YOUR ASSIGNMENT: When you return the material, keep every line exactly as it is and omit the pictures.

EXCERPTED DATA below:

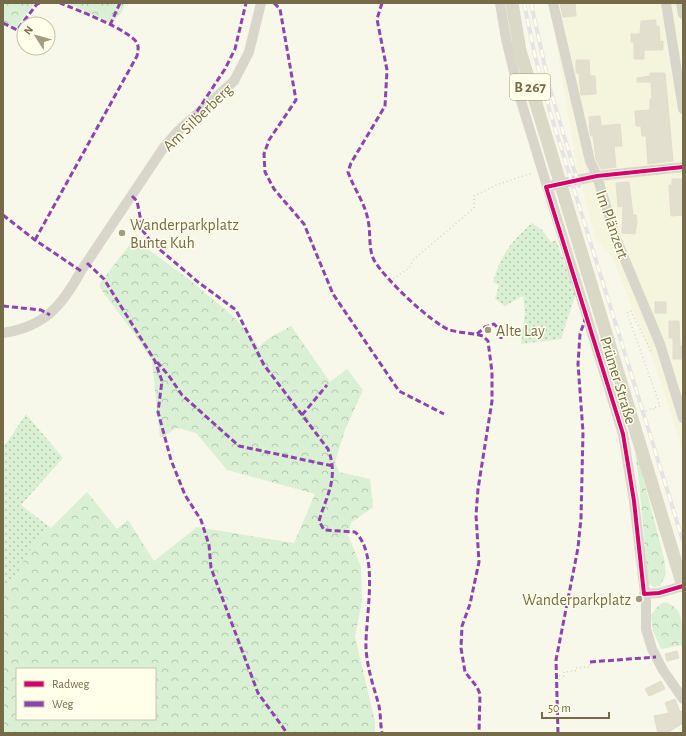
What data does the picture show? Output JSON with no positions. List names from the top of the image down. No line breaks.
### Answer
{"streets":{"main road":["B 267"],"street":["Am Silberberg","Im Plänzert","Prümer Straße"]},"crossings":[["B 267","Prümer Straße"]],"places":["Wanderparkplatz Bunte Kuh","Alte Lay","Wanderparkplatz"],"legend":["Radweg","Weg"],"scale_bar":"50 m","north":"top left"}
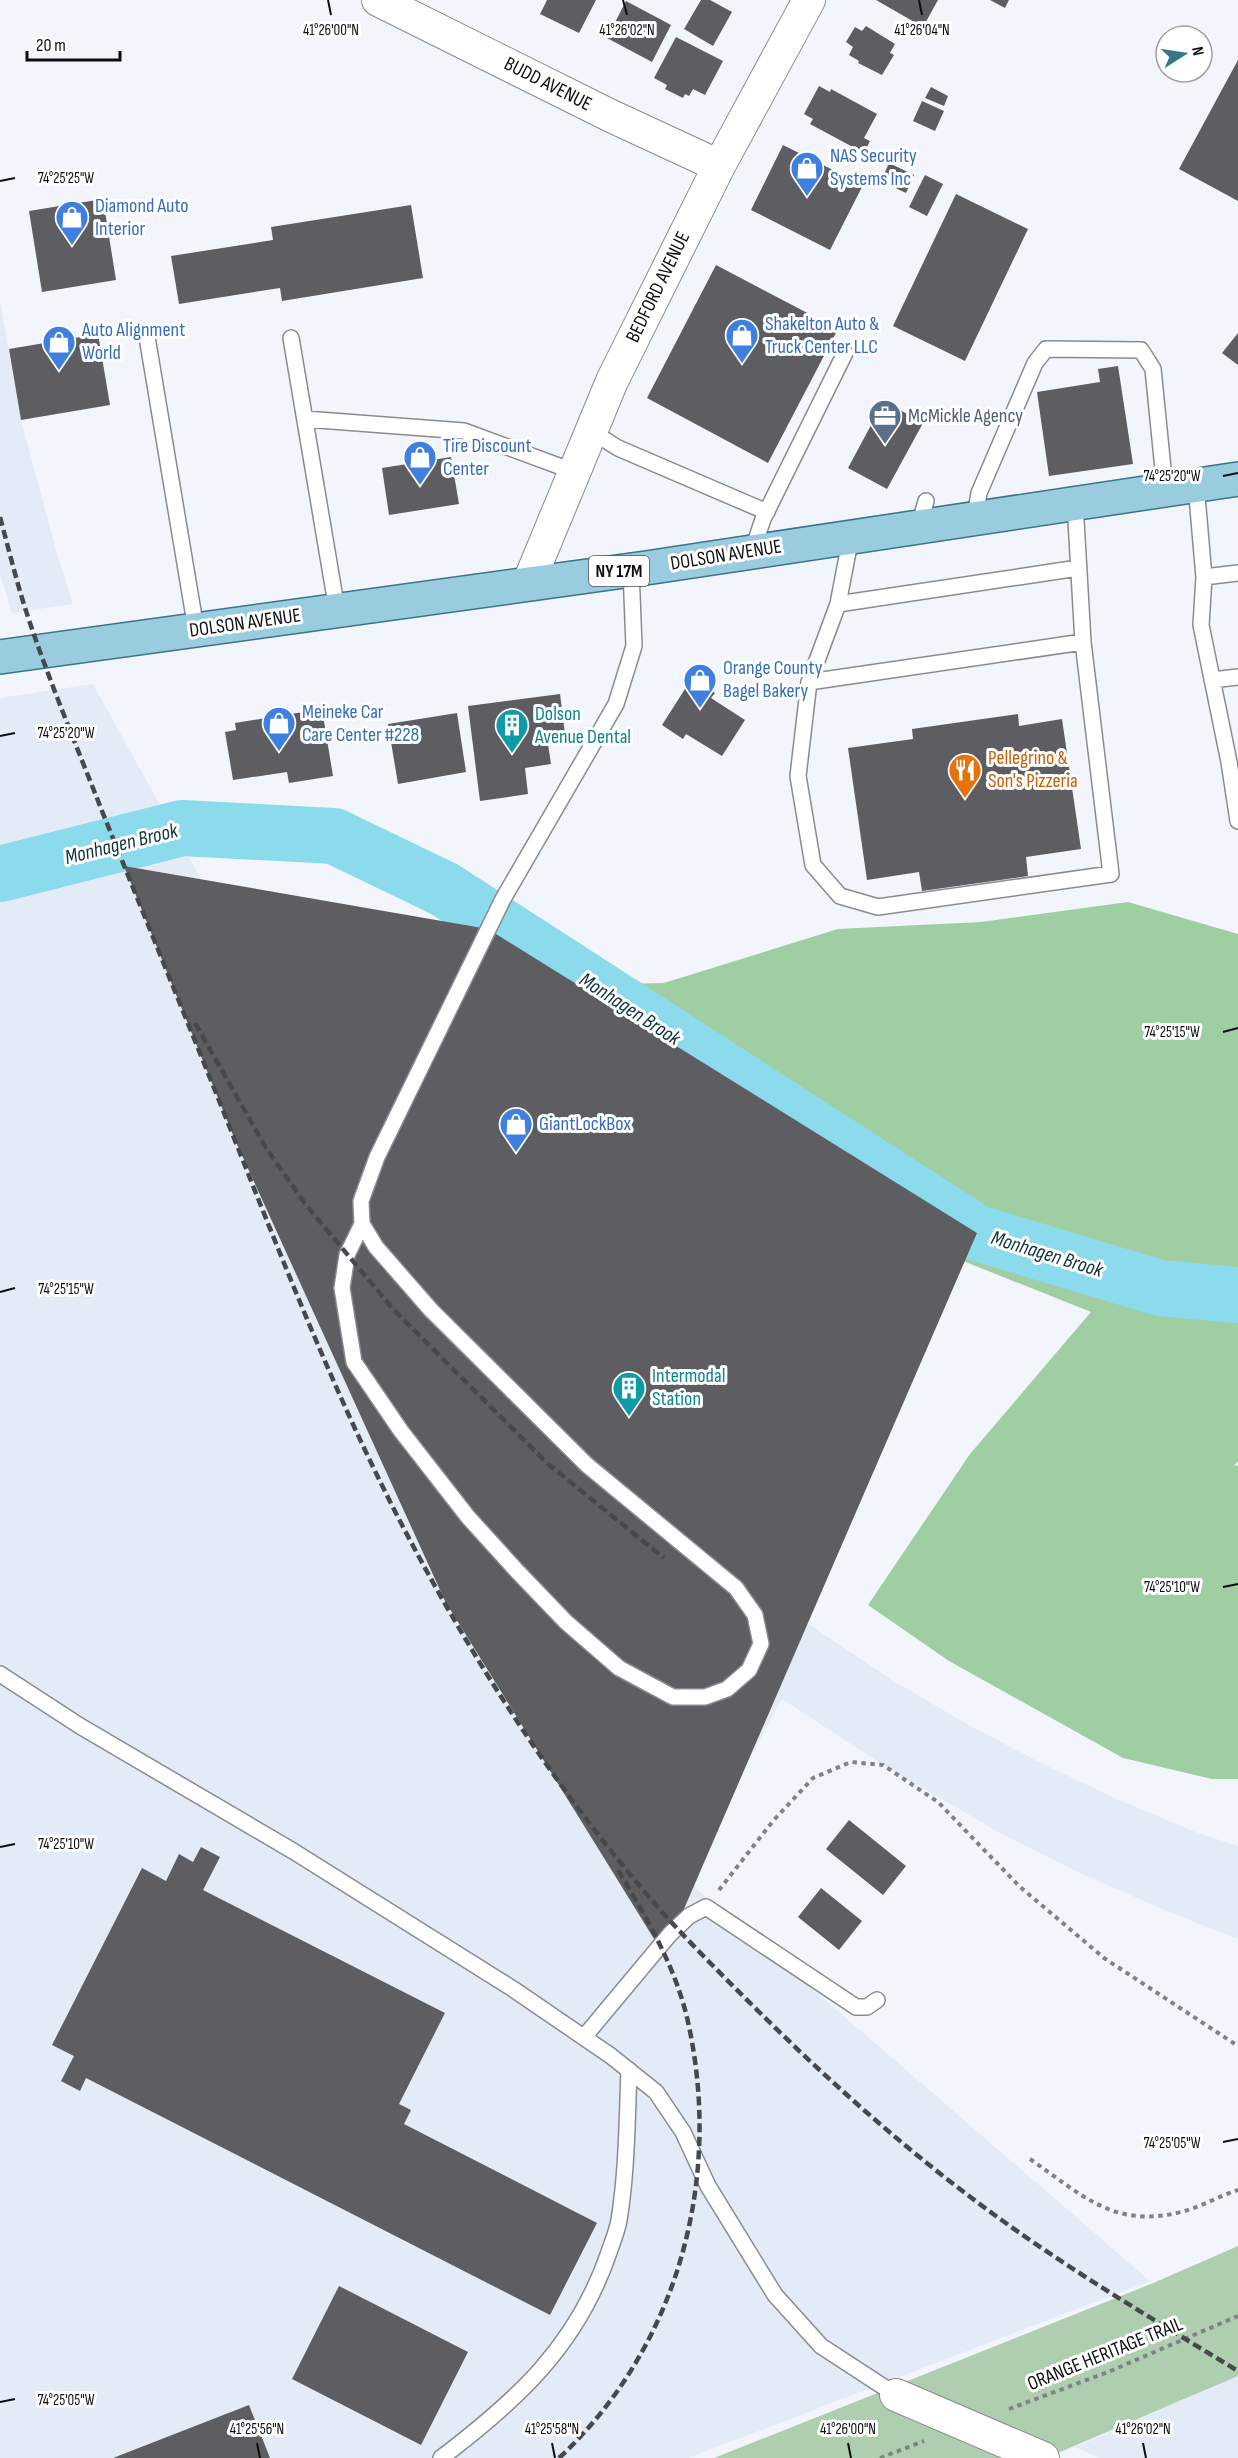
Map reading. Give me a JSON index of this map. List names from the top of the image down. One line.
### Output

End of EXCERPTED DATA.

TASK RESPONSE:
What data does the picture show? Output JSON with no positions. List names from the top of the image down. No line breaks.
### Answer
{"streets":{"main road":["B 267"],"street":["Am Silberberg","Im Plänzert","Prümer Straße"]},"crossings":[["B 267","Prümer Straße"]],"places":["Wanderparkplatz Bunte Kuh","Alte Lay","Wanderparkplatz"],"legend":["Radweg","Weg"],"scale_bar":"50 m","north":"top left"}
Map reading. Give me a JSON index of this map. List names from the top of the image down. One line.
### Output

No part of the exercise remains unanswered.